#### EXERCISE PROMPT
From the line containing "Instruction: Serialize what" down to the final entry below, restate each line word for word.

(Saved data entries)
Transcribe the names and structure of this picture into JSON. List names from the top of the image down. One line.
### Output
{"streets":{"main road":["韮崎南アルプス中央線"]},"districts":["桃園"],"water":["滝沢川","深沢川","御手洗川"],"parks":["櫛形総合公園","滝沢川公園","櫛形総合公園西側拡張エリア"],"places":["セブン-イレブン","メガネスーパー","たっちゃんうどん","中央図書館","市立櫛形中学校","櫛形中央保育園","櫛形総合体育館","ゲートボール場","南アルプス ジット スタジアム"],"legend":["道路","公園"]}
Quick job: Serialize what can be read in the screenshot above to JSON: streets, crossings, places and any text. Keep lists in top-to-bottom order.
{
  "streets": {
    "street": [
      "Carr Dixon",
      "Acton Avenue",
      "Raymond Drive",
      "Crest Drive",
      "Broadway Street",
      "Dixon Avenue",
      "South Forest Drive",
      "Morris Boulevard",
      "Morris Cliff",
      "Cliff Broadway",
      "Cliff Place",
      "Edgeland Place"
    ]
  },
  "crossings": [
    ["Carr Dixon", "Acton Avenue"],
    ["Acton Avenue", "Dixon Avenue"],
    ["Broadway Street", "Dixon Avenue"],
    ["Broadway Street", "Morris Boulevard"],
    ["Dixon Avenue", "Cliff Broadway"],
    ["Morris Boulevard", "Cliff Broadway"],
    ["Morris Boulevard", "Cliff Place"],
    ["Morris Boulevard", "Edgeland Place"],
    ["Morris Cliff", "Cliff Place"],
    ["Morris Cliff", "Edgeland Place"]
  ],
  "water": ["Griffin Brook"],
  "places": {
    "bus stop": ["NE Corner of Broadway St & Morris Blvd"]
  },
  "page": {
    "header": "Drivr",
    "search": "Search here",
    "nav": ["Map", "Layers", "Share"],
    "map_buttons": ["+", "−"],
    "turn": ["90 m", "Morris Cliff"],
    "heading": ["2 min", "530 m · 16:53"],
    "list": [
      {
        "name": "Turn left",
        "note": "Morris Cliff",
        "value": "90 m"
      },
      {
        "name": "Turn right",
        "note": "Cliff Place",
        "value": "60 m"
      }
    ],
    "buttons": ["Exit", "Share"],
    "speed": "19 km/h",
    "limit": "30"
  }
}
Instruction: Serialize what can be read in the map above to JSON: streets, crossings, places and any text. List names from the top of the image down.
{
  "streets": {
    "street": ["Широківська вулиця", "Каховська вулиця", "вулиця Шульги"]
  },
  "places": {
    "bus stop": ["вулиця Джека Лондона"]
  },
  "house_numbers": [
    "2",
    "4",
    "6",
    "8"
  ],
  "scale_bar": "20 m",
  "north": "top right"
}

#### TASK SOLUTION
Instruction: Serialize what can be read in the map above to JSON: streets, crossings, places and any text. List names from the top of the image down.
{
  "streets": {
    "street": ["Широківська вулиця", "Каховська вулиця", "вулиця Шульги"]
  },
  "places": {
    "bus stop": ["вулиця Джека Лондона"]
  },
  "house_numbers": [
    "2",
    "4",
    "6",
    "8"
  ],
  "scale_bar": "20 m",
  "north": "top right"
}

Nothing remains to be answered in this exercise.